= THE PROBLEM =
Find the word "strokeStyle" in the data, then copy each line where it is found.

(Stored data)
*** Block opens ***
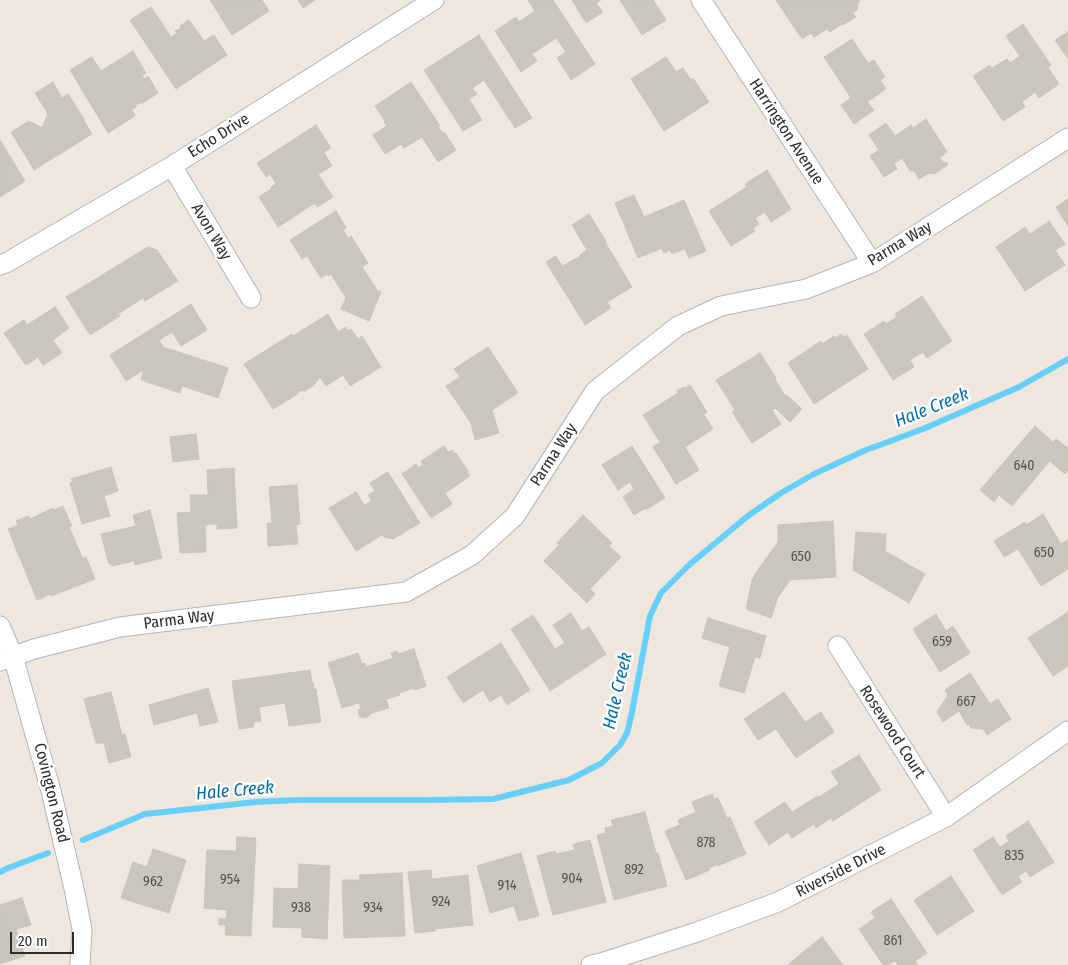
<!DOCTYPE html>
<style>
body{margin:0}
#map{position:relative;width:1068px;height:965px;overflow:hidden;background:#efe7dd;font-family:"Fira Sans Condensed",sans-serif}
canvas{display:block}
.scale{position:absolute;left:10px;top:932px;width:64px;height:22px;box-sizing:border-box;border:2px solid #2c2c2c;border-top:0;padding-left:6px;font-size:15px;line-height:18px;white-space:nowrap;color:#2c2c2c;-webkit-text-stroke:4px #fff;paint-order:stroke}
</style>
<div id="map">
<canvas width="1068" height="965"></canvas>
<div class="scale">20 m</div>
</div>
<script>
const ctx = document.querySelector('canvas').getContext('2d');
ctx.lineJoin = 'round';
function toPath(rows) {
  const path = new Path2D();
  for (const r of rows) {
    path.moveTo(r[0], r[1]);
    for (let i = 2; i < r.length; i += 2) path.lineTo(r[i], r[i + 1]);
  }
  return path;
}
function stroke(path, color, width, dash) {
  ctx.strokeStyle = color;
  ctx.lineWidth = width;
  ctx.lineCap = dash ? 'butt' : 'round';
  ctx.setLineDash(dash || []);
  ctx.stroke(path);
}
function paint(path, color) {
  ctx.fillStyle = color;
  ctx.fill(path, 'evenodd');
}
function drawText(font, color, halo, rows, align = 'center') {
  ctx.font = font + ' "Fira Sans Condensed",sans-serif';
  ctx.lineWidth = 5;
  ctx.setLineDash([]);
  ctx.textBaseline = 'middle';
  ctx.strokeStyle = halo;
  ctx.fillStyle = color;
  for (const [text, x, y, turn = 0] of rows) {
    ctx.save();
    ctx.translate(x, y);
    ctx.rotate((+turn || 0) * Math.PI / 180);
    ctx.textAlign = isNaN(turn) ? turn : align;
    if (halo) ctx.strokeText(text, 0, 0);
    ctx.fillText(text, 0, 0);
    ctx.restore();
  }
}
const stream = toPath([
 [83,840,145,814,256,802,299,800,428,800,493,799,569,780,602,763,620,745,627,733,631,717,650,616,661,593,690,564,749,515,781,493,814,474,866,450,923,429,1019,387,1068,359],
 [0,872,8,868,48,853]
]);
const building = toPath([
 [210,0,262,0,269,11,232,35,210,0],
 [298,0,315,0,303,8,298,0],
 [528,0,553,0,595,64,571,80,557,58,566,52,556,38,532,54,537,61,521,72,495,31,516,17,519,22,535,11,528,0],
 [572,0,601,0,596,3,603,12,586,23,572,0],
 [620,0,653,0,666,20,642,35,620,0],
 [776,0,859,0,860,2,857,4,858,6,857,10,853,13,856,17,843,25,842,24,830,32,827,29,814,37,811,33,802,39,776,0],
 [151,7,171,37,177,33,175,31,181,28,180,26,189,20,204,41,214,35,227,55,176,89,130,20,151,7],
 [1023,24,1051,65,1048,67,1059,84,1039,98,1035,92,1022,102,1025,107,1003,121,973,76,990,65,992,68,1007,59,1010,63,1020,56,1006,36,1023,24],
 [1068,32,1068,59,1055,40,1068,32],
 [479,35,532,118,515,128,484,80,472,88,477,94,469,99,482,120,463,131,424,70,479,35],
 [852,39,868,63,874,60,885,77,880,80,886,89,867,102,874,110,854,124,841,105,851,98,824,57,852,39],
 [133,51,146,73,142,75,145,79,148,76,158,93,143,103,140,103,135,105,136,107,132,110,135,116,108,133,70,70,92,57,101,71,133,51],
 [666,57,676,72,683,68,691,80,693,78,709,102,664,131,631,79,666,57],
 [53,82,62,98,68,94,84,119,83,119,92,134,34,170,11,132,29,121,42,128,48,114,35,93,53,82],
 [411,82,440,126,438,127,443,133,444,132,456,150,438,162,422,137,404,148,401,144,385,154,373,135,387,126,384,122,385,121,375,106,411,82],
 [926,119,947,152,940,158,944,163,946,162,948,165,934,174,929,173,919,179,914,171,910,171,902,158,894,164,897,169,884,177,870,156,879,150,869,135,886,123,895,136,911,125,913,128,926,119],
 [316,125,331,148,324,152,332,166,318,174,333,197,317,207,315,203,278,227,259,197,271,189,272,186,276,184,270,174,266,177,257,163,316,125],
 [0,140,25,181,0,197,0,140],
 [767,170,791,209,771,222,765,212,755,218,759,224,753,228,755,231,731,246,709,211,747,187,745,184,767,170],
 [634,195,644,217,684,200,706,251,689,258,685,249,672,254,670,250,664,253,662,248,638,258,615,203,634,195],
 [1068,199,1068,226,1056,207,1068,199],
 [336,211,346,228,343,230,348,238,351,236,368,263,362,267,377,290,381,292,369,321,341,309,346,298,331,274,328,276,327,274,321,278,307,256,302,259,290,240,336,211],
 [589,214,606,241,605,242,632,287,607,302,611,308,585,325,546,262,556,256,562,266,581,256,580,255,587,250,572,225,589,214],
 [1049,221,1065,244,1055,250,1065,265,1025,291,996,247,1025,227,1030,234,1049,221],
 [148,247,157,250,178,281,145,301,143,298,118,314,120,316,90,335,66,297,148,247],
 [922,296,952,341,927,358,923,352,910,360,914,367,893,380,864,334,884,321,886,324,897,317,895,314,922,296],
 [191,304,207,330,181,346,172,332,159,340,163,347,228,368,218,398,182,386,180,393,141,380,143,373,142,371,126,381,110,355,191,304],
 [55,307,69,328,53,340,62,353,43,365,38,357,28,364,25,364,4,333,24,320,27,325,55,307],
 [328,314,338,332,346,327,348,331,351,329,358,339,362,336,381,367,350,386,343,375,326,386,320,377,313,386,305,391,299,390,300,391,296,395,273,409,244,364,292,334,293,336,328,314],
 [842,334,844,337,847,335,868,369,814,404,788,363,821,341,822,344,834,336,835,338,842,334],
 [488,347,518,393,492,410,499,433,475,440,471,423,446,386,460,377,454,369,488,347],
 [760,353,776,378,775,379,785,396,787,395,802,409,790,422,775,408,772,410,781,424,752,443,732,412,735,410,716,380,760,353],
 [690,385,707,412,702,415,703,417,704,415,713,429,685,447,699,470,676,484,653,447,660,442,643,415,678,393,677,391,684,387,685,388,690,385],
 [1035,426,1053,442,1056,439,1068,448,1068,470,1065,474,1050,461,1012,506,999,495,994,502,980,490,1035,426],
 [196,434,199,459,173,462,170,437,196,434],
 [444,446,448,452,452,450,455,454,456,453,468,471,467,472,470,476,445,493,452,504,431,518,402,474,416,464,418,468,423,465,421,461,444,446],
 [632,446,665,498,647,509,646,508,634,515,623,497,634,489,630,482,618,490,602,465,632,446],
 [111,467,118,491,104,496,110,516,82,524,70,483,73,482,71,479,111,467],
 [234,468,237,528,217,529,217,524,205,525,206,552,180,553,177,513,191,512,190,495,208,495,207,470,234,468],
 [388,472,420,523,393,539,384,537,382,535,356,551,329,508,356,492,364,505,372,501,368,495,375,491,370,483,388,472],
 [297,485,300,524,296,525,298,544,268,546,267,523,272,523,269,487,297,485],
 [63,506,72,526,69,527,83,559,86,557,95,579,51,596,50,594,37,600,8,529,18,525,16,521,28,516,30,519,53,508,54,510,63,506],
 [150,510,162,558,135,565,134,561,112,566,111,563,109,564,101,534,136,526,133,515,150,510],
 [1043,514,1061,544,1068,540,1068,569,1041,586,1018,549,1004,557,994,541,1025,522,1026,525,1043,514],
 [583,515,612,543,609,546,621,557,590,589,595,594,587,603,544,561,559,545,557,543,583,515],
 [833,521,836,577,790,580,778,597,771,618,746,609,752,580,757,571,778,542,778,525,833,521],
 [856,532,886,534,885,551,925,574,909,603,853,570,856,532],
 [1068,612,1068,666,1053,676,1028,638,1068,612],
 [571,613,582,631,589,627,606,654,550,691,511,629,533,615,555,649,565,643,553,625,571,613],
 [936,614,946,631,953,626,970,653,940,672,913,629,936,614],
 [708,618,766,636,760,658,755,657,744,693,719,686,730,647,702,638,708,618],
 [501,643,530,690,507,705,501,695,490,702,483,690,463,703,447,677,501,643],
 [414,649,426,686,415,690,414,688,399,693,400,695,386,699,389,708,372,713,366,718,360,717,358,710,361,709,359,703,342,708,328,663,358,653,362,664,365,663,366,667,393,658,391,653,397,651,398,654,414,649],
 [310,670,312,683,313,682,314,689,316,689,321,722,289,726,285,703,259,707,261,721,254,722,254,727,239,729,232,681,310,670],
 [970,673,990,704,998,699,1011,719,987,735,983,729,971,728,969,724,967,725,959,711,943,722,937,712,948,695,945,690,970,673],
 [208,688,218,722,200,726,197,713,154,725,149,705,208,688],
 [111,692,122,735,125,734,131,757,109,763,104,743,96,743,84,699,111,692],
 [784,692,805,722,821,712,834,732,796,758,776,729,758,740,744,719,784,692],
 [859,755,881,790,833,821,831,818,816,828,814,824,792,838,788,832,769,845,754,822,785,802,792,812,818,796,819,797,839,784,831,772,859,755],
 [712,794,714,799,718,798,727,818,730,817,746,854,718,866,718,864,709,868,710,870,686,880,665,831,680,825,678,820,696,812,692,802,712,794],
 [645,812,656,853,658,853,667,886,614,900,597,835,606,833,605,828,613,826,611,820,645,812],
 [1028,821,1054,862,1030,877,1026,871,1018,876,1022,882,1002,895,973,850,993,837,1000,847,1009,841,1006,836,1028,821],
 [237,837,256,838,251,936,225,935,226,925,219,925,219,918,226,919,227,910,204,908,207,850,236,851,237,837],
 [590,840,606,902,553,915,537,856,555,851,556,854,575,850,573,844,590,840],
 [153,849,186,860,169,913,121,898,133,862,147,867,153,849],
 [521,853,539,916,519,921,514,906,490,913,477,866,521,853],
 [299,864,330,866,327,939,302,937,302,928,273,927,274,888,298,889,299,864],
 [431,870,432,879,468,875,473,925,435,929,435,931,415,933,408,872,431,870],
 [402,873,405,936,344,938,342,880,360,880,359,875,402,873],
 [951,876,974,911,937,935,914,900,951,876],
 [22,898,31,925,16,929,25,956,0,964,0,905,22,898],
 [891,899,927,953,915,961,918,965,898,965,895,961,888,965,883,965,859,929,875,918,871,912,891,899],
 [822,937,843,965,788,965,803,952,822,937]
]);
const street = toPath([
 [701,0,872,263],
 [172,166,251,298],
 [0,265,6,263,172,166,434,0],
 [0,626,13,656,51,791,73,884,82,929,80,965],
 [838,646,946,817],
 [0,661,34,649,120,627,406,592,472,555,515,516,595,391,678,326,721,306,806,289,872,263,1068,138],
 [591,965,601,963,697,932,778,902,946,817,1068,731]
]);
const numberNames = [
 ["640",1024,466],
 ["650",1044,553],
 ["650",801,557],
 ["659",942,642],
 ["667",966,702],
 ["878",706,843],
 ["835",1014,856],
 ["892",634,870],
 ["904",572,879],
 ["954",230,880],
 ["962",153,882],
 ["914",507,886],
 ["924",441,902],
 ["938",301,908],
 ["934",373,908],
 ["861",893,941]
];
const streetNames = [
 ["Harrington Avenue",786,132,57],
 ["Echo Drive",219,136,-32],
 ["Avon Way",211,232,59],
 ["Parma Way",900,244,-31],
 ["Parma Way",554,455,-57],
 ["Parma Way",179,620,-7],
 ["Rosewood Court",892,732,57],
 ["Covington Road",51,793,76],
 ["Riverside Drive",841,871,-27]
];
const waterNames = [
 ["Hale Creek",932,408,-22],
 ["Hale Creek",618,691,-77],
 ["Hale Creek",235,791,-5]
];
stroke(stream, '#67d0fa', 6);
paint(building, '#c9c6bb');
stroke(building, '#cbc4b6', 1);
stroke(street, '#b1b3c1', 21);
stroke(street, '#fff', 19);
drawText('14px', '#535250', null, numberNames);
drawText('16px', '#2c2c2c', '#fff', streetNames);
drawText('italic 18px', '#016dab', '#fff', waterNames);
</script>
*** Block closes ***
= ANSWER AREA =
  ctx.strokeStyle = color;
  ctx.strokeStyle = halo;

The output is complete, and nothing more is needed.